Insights from our retail roundtable, part 3
At our recent roundtable with retail leaders, one question kept getting more complicated the longer we discussed it: how much should the system know?
As conversational tools become more embedded in retail, personalization gets harder to get right. If a customer asks for packing advice for a holiday, should the assistant remember that they bought luggage last year? If someone searches for running shoes, should their previous sizing data shape what comes up?
The answer, leaders agreed, depends entirely on context.
When personalization adds value
In high-frequency categories, personalization may not add much. Many purchases are habitual, intent immediate and contextual.
In apparel or specialty retail, though, personalization may be the whole point. Some retailers have spent years building fitting expertise across their store network, backed by loyalty data that ties the majority of purchases to individual customers. That kind of accumulated knowledge, how people actually shop and fit, is worth more than inventory alone.
The tension sharpens as AI becomes more central to the shopping experience. If generic AI tools start offering size recommendations based on pooled data, how does a brand hold onto what it knows? If the fit logic gets standardized across platforms, what's left to compete on?
The conversation moved from competitiveness into trust. Hyper-personalization can feel intuitive or intrusive, and the line between them shifts depending on context, category, and how well it's communicated. Retailers are learning that personalization requires calibration, applied deliberately rather than switched on by default.
Protecting proprietary advantage
Underneath all of this sits a harder question: what do you actually own?
AI tools now draw on enormous amounts of public and semi-public data.

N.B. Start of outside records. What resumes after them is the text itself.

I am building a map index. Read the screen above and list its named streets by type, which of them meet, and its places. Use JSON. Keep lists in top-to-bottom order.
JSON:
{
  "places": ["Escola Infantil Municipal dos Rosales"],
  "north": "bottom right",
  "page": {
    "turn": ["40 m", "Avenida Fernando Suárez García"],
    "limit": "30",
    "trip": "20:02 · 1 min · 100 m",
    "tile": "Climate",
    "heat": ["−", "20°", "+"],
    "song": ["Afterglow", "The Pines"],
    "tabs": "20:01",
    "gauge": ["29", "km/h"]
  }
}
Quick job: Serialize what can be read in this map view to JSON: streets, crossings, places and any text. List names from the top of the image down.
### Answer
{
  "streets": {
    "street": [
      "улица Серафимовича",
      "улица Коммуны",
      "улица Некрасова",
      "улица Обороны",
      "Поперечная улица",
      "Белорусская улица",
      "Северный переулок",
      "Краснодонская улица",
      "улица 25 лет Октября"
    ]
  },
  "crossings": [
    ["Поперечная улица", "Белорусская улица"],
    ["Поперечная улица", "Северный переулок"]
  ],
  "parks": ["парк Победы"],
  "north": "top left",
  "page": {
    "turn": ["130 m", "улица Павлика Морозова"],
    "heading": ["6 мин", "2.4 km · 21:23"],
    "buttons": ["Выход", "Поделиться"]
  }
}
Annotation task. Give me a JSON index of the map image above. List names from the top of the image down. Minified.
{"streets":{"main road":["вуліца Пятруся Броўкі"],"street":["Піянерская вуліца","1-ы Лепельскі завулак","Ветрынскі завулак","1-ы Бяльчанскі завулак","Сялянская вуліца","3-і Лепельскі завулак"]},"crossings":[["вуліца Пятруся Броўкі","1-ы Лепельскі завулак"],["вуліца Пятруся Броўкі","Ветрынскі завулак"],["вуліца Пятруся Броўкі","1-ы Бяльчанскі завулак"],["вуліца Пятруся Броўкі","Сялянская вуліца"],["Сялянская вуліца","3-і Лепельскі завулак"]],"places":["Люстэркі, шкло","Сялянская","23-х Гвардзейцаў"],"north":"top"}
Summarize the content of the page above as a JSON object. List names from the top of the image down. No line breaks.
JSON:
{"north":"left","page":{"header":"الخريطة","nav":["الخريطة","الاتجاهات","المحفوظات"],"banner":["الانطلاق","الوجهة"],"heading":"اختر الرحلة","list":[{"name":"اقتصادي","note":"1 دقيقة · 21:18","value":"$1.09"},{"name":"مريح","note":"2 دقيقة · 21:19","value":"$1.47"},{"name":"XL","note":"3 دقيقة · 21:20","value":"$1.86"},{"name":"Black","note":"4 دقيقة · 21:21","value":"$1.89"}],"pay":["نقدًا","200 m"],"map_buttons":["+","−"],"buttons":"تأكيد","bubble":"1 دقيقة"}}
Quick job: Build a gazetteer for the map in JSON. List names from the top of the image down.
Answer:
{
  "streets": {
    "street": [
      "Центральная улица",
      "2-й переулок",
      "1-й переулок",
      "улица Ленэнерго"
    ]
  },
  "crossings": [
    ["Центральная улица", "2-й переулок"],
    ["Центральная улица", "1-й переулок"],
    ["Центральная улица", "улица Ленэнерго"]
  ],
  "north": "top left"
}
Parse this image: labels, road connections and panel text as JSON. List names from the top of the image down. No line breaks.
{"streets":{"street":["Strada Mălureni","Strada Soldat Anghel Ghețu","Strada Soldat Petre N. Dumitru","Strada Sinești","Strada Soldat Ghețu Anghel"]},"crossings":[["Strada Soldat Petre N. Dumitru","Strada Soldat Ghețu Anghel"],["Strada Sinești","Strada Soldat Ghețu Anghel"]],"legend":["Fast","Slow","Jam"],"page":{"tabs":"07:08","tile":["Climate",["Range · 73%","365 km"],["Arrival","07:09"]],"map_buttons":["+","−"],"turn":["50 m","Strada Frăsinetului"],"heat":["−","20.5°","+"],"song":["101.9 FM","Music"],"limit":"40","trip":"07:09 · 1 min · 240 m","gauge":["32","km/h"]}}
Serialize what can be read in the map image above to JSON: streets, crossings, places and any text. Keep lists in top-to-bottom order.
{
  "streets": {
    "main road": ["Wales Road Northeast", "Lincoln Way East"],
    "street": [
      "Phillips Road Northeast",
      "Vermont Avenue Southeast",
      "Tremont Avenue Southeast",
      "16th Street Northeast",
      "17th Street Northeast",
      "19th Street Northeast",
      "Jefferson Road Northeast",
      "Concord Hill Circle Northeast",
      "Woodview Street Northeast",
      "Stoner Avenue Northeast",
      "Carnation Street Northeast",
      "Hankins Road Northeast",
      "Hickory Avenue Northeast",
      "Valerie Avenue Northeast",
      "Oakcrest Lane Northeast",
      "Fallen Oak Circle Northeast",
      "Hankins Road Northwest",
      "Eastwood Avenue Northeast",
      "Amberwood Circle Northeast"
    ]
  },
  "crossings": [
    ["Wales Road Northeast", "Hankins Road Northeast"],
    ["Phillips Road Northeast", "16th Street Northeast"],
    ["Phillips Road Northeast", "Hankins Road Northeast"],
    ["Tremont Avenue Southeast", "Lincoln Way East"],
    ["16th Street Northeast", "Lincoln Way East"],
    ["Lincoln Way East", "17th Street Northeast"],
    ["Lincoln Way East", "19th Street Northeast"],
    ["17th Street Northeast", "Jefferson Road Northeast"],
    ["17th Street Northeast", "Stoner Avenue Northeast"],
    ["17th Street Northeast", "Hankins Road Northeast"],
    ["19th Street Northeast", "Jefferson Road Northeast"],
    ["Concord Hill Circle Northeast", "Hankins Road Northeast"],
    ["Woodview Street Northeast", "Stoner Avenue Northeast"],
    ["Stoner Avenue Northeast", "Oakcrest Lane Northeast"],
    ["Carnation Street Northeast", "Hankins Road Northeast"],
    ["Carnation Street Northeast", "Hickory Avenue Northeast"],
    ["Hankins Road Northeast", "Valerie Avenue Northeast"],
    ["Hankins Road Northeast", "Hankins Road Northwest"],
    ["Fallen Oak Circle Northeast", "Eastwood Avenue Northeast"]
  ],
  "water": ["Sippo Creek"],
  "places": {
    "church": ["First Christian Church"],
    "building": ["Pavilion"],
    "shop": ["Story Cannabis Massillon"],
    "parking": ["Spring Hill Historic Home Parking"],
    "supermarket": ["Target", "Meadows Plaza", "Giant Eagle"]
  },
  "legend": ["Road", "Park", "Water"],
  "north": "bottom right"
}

Digital sovereignty, once a concern mostly for governments and large enterprises, is becoming a live question for retailers too. So what stays yours?
Participants pointed to a handful of things they believe hold up: in-store expertise, category-specific training, loyalty-linked purchase history, operational data that never leaves the building, supply chain knowledge built over years.
In categories where fit, advice, or configuration drive the decision, that expertise can be a real competitive edge. But only if it's been turned into something a system can actually use.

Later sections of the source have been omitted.